On the trait side this doesn't just affect Send either: it applies to all auto-traits, present and future. Though Send is by far the most common trait people will experience issues with today, to a lesser extent this also already applies to Sync. And in the future possibly also auto-traits like Freeze, Leak, and Move. Though this shouldn't be the main motivator, preventing potential future issues is not worthless either.

Conclusion

Admittedly the worst part of gen {} returning IntoIterator is that the name of the trait kind of sucks. IntoIterator sounds auxiliary to Iterator, and so it feels a little wrong to make it the thing we return from gen {}. But on top of that: that's a lot of characters to write.

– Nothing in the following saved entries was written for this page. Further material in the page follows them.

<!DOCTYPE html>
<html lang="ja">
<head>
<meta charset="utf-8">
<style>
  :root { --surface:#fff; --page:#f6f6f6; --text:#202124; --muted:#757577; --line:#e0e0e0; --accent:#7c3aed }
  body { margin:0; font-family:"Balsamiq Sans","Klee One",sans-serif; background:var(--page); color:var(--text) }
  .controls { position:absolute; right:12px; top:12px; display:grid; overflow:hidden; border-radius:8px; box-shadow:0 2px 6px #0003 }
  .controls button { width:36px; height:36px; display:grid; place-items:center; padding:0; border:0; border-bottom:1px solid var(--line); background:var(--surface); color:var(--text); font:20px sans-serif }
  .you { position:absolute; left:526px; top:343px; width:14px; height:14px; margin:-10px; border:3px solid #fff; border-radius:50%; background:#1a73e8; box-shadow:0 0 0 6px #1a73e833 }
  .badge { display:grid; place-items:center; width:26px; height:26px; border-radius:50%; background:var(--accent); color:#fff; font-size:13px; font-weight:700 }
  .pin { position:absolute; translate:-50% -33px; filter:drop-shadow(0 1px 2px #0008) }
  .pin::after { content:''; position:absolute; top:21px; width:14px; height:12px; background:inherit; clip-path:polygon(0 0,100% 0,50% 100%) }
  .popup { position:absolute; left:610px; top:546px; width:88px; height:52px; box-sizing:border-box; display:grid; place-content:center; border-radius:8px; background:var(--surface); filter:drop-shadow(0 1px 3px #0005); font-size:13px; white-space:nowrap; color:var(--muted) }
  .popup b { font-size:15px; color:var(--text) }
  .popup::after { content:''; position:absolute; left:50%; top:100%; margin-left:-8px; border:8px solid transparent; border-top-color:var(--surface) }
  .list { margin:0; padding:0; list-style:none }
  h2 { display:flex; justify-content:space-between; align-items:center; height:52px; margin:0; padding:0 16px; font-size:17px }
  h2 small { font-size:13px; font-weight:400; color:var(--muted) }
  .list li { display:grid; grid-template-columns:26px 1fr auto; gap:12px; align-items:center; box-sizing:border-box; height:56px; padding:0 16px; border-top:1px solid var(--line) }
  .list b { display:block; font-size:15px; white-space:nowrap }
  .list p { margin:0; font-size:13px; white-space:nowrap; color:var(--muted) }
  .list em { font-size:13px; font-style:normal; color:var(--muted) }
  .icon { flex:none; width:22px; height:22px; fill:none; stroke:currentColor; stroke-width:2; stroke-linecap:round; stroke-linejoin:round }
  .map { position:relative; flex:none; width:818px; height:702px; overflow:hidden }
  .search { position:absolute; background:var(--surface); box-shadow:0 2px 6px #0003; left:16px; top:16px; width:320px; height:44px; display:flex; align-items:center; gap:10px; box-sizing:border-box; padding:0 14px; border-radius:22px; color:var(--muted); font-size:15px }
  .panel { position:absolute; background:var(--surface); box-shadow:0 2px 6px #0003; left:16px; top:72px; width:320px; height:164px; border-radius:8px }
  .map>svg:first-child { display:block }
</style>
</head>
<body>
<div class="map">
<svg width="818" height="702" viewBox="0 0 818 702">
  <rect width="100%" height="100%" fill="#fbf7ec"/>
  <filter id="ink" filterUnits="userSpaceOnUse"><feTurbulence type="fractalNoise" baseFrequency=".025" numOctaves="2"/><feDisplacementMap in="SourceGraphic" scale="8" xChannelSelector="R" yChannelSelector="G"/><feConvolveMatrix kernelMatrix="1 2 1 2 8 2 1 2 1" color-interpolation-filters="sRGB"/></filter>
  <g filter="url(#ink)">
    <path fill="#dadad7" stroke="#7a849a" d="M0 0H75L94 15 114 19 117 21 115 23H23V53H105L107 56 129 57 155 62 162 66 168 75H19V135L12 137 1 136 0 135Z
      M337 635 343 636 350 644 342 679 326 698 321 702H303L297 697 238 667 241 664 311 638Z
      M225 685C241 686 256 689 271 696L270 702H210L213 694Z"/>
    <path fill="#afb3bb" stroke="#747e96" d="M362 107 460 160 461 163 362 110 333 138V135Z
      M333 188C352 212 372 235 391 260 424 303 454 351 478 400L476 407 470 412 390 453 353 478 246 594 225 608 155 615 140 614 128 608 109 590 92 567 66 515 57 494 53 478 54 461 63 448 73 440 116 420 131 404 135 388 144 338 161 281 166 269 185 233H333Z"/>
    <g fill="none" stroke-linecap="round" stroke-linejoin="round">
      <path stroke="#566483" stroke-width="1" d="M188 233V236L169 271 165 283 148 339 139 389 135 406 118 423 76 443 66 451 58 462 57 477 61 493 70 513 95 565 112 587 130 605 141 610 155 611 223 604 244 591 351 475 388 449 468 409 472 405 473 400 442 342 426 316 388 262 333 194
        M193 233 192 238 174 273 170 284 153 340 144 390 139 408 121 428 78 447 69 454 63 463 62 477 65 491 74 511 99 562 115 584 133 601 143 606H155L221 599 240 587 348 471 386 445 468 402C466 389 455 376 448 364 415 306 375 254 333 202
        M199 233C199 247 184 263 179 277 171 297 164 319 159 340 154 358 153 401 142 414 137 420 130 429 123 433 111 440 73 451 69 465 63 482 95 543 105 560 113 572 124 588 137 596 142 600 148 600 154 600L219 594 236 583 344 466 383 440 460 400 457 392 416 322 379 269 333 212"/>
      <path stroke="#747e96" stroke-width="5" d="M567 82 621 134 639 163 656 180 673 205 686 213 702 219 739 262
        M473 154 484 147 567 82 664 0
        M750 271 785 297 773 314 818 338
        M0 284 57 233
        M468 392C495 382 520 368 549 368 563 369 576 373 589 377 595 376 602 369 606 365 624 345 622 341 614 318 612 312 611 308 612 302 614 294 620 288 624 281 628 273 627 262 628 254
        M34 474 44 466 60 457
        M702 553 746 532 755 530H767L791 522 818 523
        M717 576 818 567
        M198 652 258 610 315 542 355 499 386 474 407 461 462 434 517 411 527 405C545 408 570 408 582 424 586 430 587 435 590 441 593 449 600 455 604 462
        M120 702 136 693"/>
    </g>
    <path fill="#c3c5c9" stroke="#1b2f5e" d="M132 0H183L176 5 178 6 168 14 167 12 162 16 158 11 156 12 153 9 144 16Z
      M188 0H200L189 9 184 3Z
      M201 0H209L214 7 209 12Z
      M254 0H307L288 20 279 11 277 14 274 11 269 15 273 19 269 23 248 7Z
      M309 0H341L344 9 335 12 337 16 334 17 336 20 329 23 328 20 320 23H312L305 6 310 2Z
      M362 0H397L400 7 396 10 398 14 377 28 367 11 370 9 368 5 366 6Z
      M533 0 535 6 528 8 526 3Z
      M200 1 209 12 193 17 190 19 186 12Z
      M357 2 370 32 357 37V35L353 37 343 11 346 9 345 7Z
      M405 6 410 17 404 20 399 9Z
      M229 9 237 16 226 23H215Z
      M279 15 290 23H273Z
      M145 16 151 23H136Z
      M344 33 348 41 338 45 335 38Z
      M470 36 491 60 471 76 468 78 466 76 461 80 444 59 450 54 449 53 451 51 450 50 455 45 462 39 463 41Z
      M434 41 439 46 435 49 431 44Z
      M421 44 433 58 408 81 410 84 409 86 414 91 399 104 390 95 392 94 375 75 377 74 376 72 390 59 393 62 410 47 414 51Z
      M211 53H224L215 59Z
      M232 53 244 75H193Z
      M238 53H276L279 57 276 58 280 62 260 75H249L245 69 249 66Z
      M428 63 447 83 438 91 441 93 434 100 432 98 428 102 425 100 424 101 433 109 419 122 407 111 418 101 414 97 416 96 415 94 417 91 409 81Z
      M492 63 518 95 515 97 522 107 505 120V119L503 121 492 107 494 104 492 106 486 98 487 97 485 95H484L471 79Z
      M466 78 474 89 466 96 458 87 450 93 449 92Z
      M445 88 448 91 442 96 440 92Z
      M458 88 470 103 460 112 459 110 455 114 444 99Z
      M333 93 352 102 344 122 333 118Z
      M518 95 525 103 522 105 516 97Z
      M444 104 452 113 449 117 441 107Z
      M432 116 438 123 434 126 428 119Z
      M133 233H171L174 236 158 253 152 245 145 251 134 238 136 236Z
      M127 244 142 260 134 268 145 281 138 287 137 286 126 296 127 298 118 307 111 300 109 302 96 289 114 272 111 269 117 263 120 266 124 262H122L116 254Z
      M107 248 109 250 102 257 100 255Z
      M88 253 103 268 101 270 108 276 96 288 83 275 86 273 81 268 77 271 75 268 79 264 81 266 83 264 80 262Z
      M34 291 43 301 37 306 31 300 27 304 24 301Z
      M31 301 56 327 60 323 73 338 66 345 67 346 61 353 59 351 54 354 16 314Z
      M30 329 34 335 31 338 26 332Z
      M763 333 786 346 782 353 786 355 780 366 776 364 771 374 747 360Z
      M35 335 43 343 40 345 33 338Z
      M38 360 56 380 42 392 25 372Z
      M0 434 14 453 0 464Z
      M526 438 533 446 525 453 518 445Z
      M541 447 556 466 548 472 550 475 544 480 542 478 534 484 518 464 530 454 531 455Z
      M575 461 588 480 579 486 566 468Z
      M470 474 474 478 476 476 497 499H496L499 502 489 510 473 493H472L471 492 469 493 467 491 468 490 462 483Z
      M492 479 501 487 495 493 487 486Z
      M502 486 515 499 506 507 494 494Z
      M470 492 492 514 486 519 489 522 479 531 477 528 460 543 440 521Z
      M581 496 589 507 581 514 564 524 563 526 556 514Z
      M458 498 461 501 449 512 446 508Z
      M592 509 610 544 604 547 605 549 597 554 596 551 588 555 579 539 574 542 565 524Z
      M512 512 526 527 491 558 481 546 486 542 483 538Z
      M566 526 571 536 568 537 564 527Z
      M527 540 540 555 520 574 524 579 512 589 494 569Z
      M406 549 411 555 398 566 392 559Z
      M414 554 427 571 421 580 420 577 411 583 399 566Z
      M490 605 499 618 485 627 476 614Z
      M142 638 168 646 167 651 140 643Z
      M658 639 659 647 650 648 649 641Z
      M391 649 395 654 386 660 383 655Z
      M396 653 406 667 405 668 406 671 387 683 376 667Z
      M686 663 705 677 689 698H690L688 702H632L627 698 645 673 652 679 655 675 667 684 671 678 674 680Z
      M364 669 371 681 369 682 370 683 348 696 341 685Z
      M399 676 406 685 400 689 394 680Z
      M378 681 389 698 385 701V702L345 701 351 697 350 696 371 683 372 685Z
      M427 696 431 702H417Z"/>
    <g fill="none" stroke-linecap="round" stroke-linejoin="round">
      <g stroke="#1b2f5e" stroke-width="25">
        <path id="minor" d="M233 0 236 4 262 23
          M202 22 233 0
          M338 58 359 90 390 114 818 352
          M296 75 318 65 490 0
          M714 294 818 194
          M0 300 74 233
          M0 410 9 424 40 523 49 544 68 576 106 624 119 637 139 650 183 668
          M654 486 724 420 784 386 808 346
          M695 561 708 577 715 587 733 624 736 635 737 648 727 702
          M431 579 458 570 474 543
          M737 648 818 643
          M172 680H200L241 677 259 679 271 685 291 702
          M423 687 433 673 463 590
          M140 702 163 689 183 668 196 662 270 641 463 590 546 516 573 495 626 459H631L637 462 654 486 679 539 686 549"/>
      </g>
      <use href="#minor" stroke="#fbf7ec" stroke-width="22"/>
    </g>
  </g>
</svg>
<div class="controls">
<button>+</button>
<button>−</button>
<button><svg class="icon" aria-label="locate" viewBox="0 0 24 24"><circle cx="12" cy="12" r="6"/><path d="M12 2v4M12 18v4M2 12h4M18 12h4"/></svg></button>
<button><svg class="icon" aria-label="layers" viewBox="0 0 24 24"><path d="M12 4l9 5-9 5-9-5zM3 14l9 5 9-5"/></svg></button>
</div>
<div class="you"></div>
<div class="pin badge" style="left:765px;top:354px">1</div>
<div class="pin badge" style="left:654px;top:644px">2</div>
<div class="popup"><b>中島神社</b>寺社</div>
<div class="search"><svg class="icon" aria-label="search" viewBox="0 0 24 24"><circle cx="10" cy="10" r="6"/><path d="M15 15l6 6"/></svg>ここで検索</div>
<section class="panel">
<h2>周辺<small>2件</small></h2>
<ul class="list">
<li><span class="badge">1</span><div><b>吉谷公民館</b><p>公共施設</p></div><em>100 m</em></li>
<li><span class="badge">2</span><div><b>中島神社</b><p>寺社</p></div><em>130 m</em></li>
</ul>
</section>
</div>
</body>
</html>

I wonder what would have happened if we'd taken an approach more similar to Swift. Swift has Sequence which is like Rust's IntoIterator and IteratorProtocol which is like Rust's Iterator. The primary interface people are expected to use is short and memorable. While the secondary interface isn't meant to be directly used, and so it has a much longer and less memorable name. As we're increasingly thinking of IntoIterator as the primary interface for async iteration, maybe we'll want to revisit the trait naming scheme in the future.

In conclusion: it seems like a good idea to prevent auto-traits from leaking from gen bodies when reified. This is the kind of issue that if we can prevent we should prevent, as it can be both difficult to diagnose and annoying to work around. Having auto-trait leakage be a non-issue for generator blocks seems worthwhile.